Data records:
-- Opening Marker --
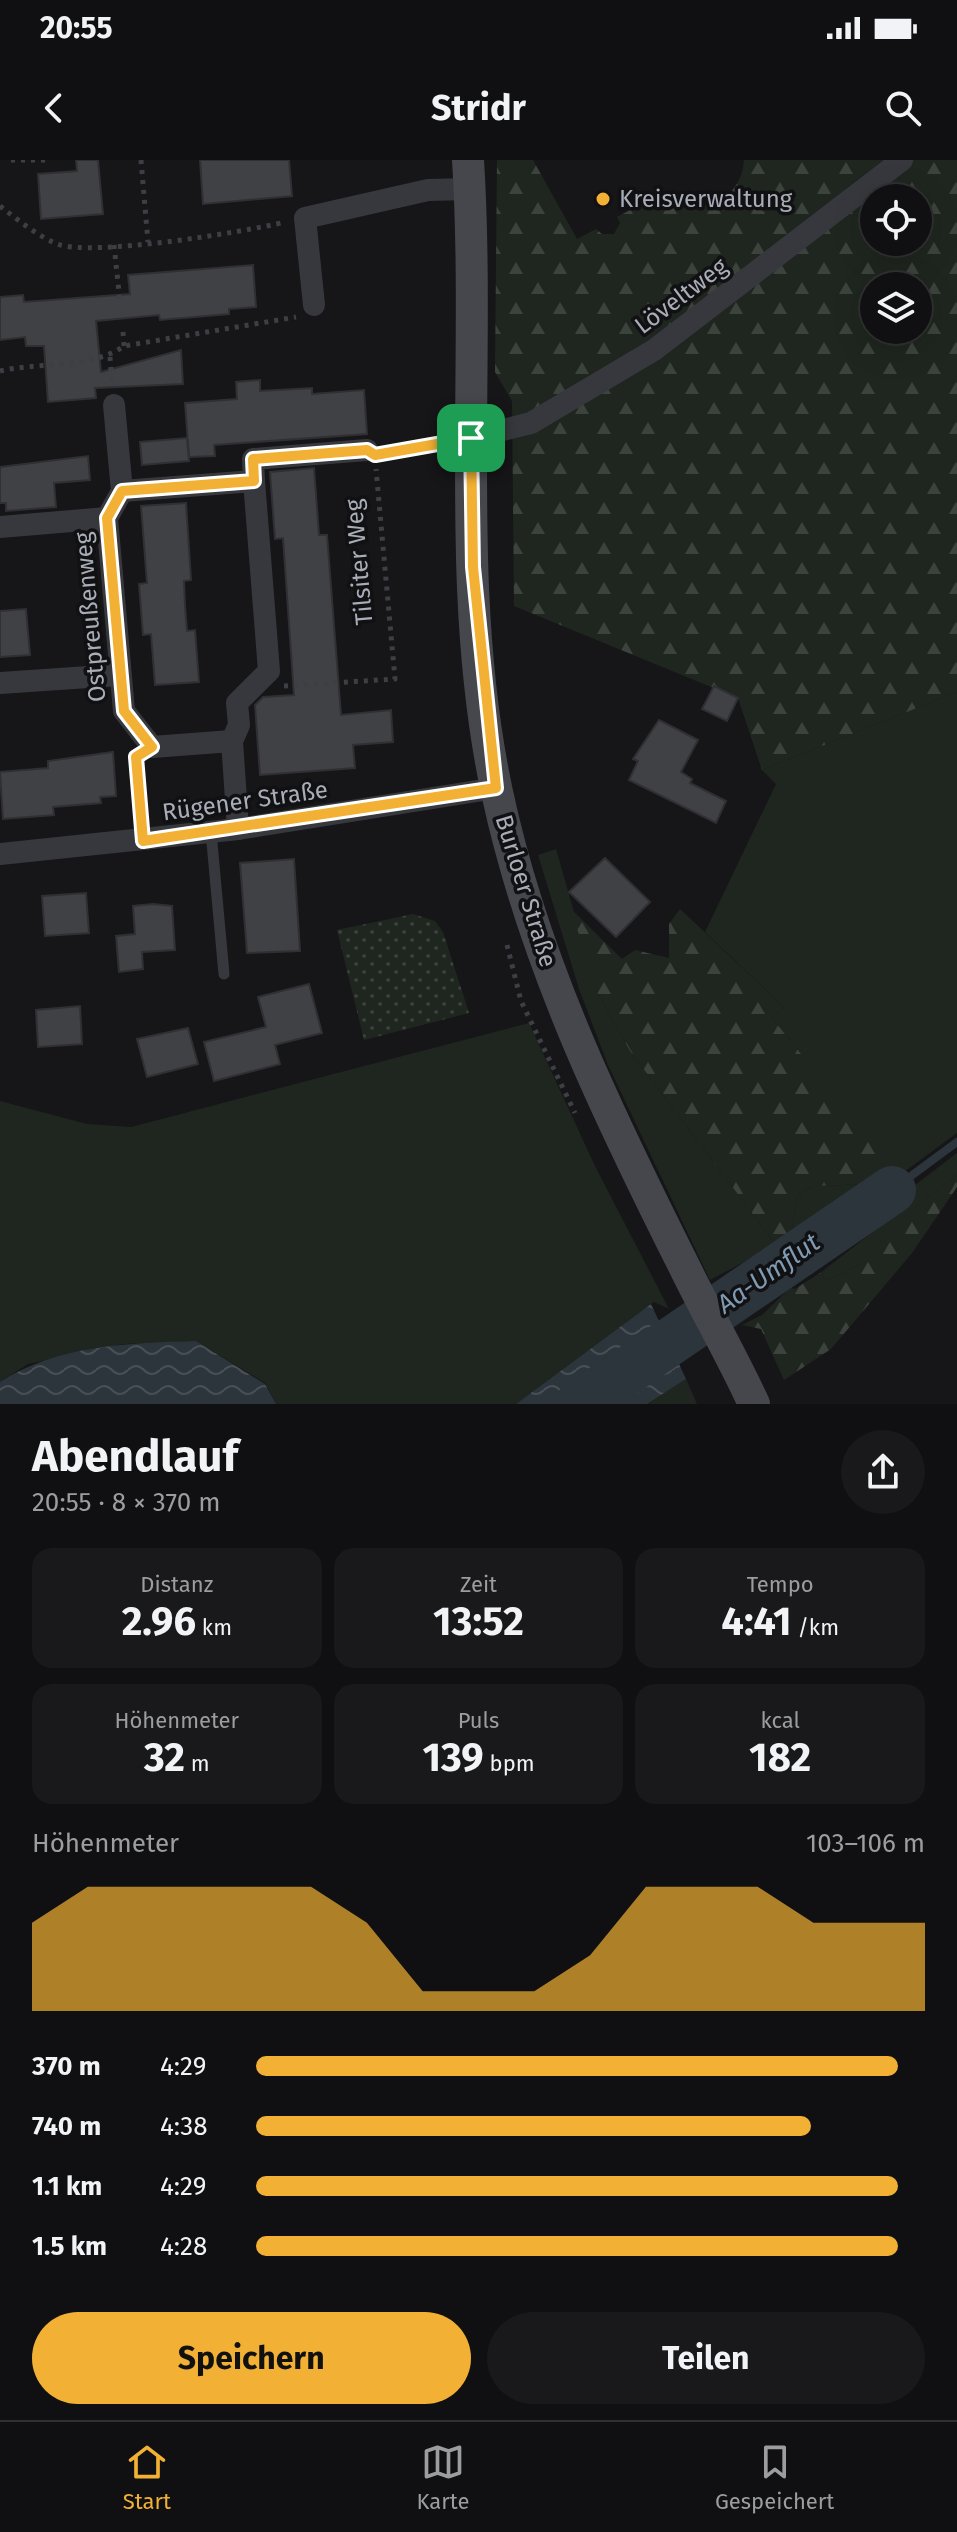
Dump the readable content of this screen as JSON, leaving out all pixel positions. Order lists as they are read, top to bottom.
{
  "streets": {
    "main road": ["Burloer Straße"],
    "street": ["Löveltweg", "Ostpreußenweg", "Rügener Straße"],
    "path": ["Tilsiter Weg"]
  },
  "crossings": [
    ["Löveltweg", "Burloer Straße"],
    ["Rügener Straße", "Burloer Straße"]
  ],
  "water": ["Aa-Umflut"],
  "places": ["Kreisverwaltung"],
  "page": {
    "status": "20:55",
    "header": "Stridr",
    "heading": ["Abendlauf", "20:55 · 8 × 370 m"],
    "stats": [
      ["Distanz", "2.96 km"],
      ["Zeit", "13:52"],
      ["Tempo", "4:41 /km"],
      ["Höhenmeter", "32 m"],
      ["Puls", "139 bpm"],
      ["kcal", "182"]
    ],
    "chart": ["Höhenmeter", "103–106 m"],
    "list": [
      {
        "name": "370 m",
        "note": "4:29"
      },
      {
        "name": "740 m",
        "note": "4:38"
      },
      {
        "name": "1.1 km",
        "note": "4:29"
      },
      {
        "name": "1.5 km",
        "note": "4:28"
      }
    ],
    "buttons": ["Speichern", "Teilen"],
    "tabs": ["Start", "Karte", "Gespeichert"]
  }
}
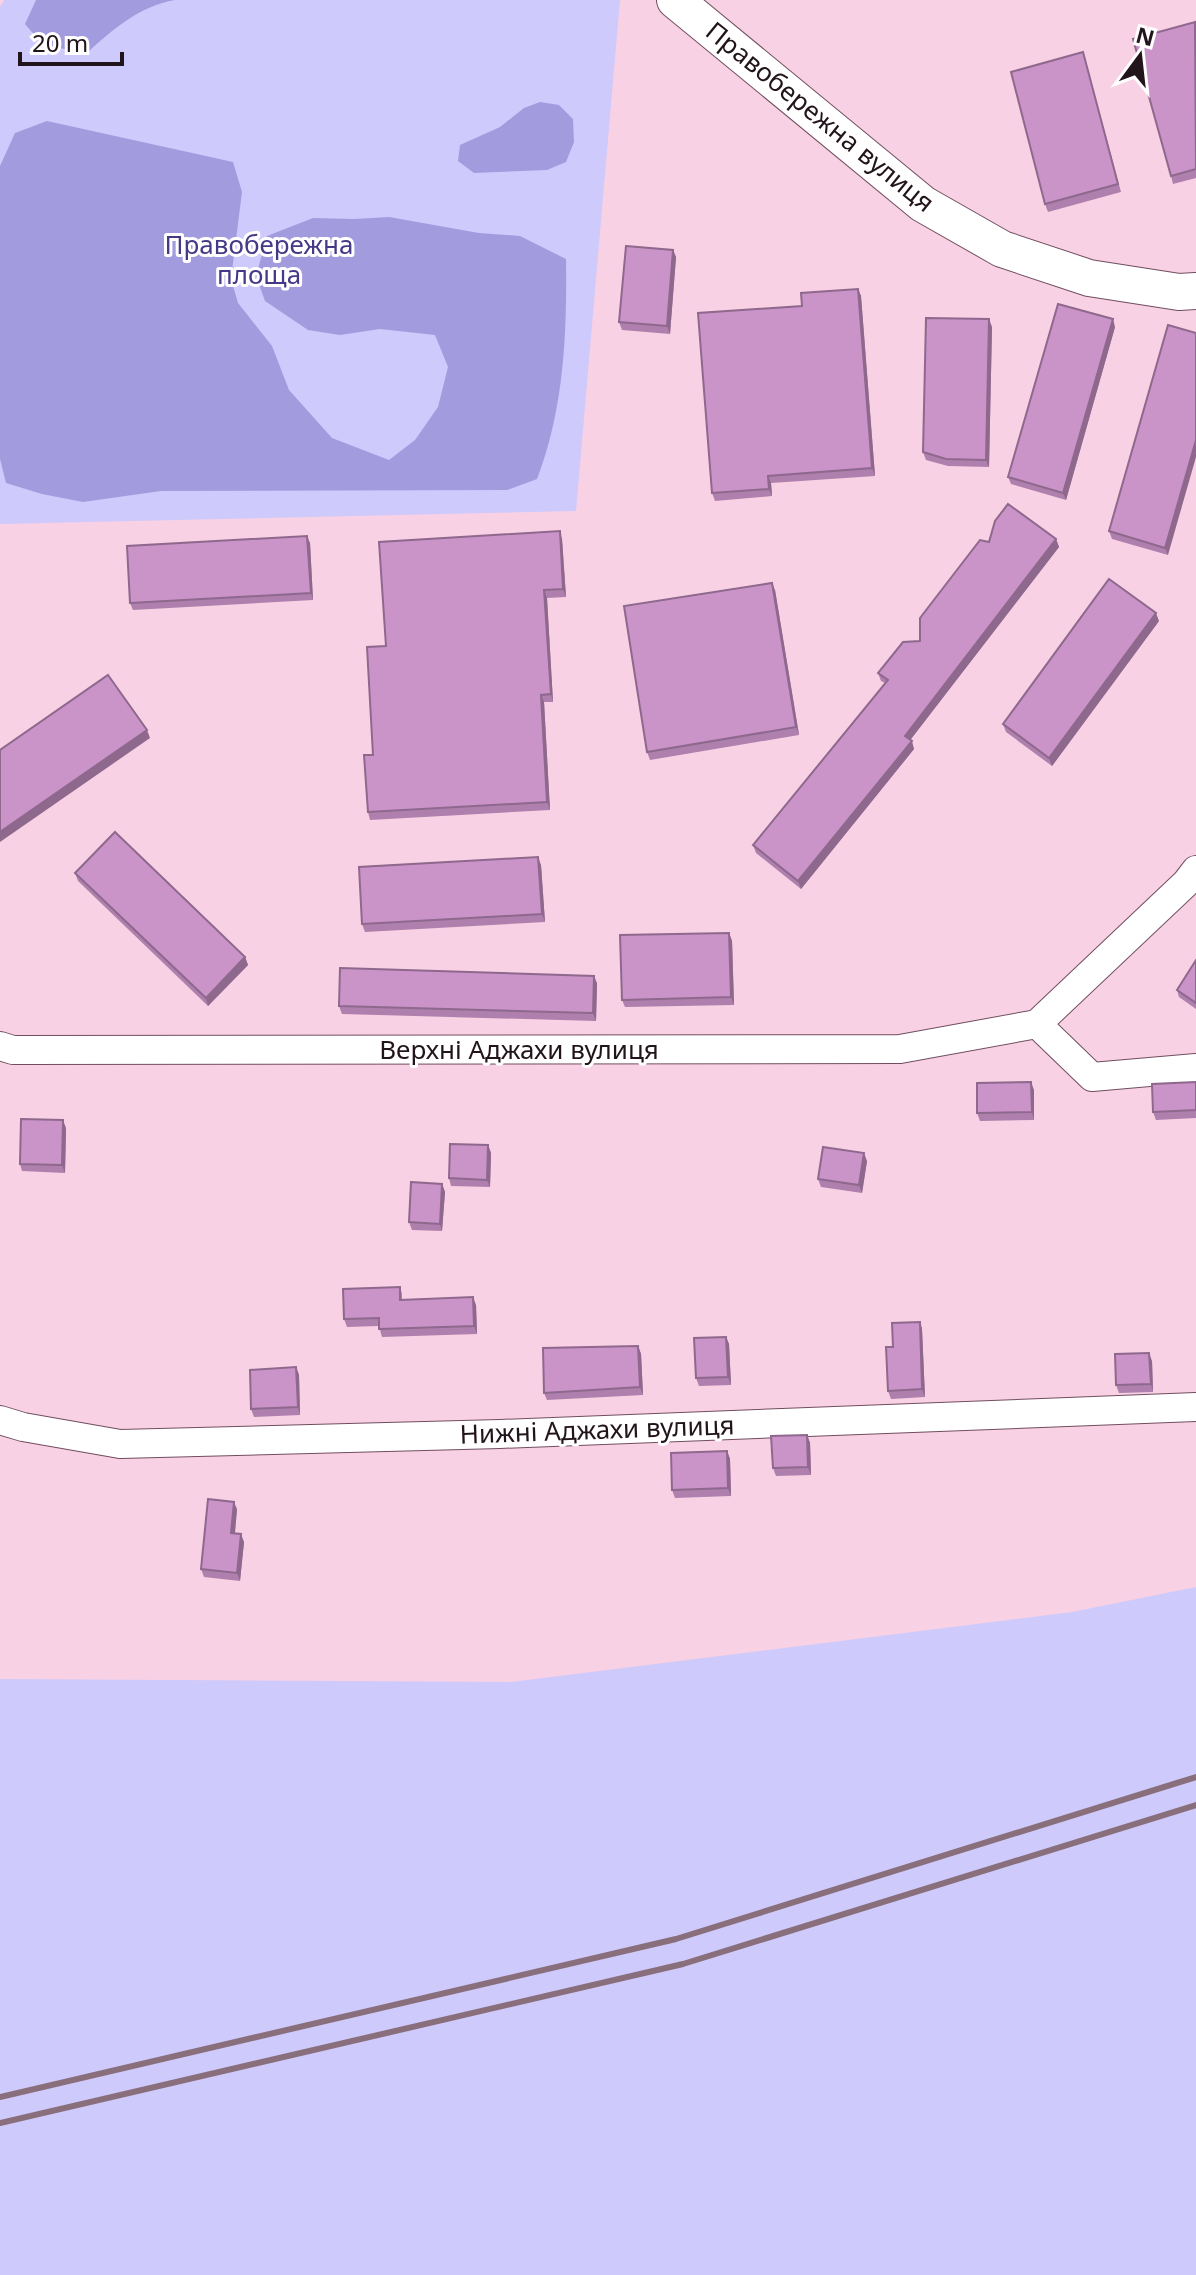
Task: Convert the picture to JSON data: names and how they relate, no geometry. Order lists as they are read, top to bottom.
{
  "streets": {
    "street": ["Правобережна вулиця", "Верхні Аджахи вулиця", "Нижні Аджахи вулиця"]
  },
  "parks": ["Правобережна площа"],
  "scale_bar": "20 m",
  "north": "top"
}
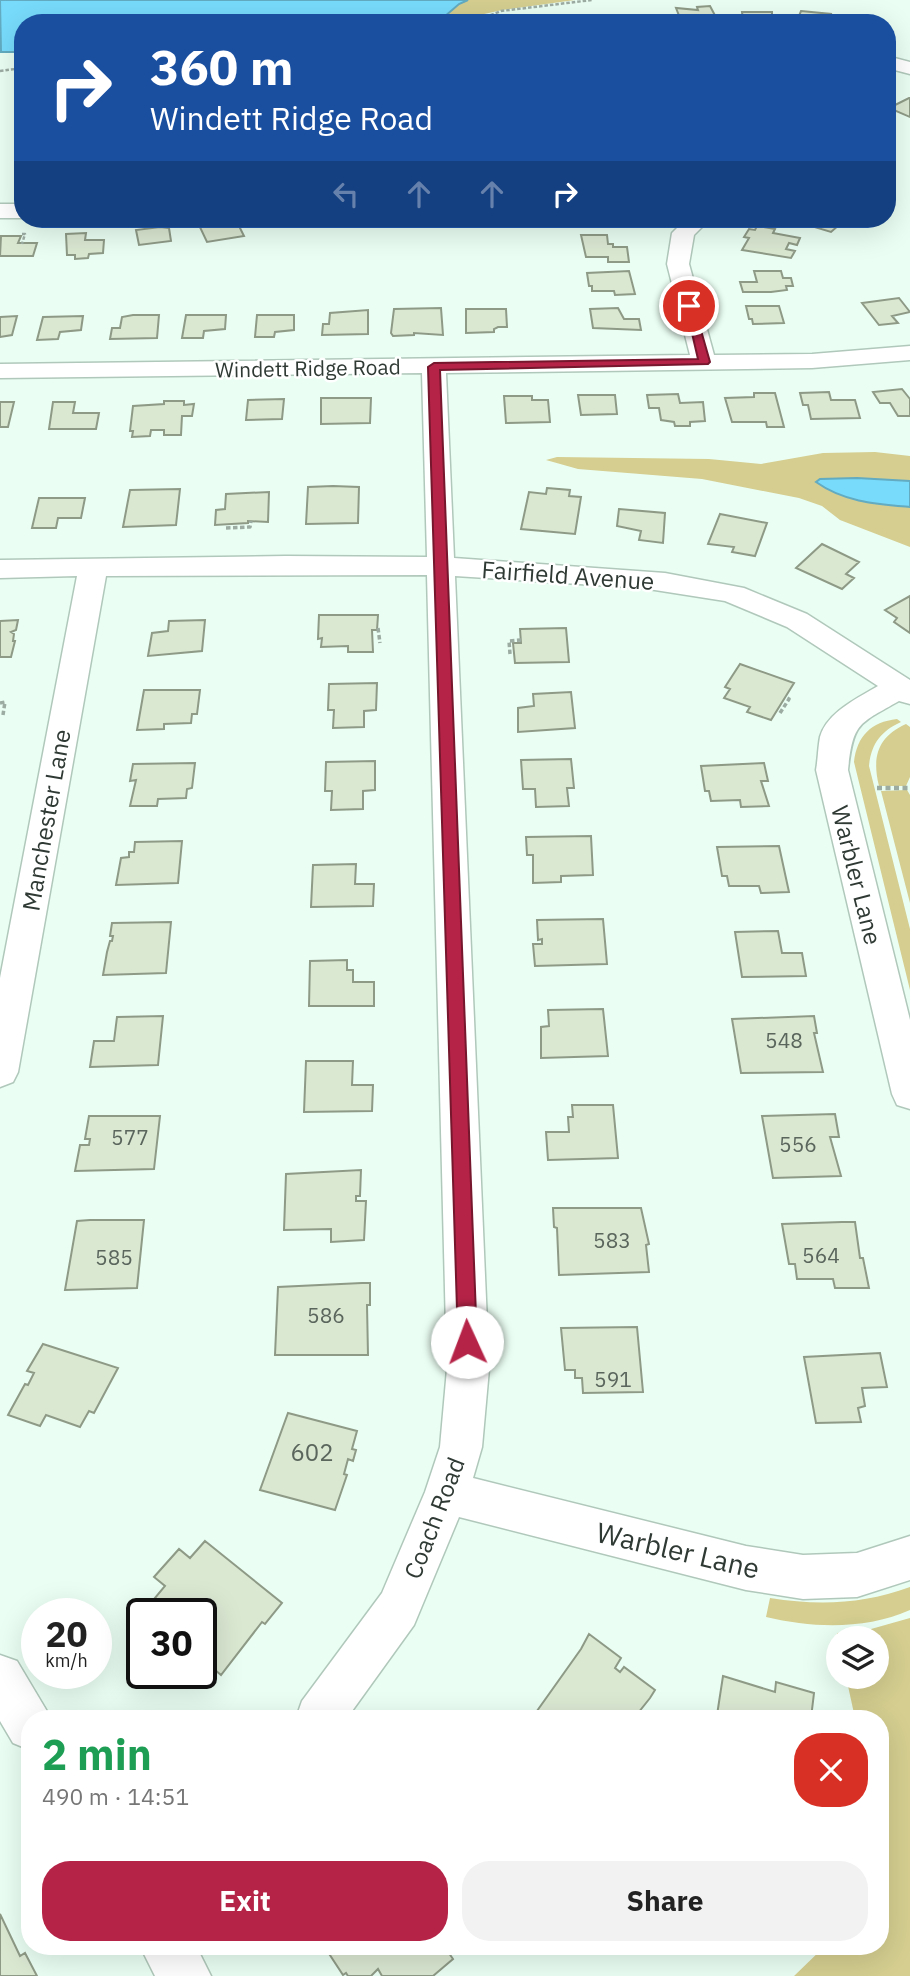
-- Closing Marker --
Your goal:
Each line of the data needs to be output exactly, with any image excluded.

Exercise solution:
Dump the readable content of this screen as JSON, leaving out all pixel positions. Order lists as they are read, top to bottom.
{
  "streets": {
    "main road": ["Burloer Straße"],
    "street": ["Löveltweg", "Ostpreußenweg", "Rügener Straße"],
    "path": ["Tilsiter Weg"]
  },
  "crossings": [
    ["Löveltweg", "Burloer Straße"],
    ["Rügener Straße", "Burloer Straße"]
  ],
  "water": ["Aa-Umflut"],
  "places": ["Kreisverwaltung"],
  "page": {
    "status": "20:55",
    "header": "Stridr",
    "heading": ["Abendlauf", "20:55 · 8 × 370 m"],
    "stats": [
      ["Distanz", "2.96 km"],
      ["Zeit", "13:52"],
      ["Tempo", "4:41 /km"],
      ["Höhenmeter", "32 m"],
      ["Puls", "139 bpm"],
      ["kcal", "182"]
    ],
    "chart": ["Höhenmeter", "103–106 m"],
    "list": [
      {
        "name": "370 m",
        "note": "4:29"
      },
      {
        "name": "740 m",
        "note": "4:38"
      },
      {
        "name": "1.1 km",
        "note": "4:29"
      },
      {
        "name": "1.5 km",
        "note": "4:28"
      }
    ],
    "buttons": ["Speichern", "Teilen"],
    "tabs": ["Start", "Karte", "Gespeichert"]
  }
}
Task: Convert the picture to JSON data: names and how they relate, no geometry. Order lists as they are read, top to bottom.
{
  "streets": {
    "street": ["Правобережна вулиця", "Верхні Аджахи вулиця", "Нижні Аджахи вулиця"]
  },
  "parks": ["Правобережна площа"],
  "scale_bar": "20 m",
  "north": "top"
}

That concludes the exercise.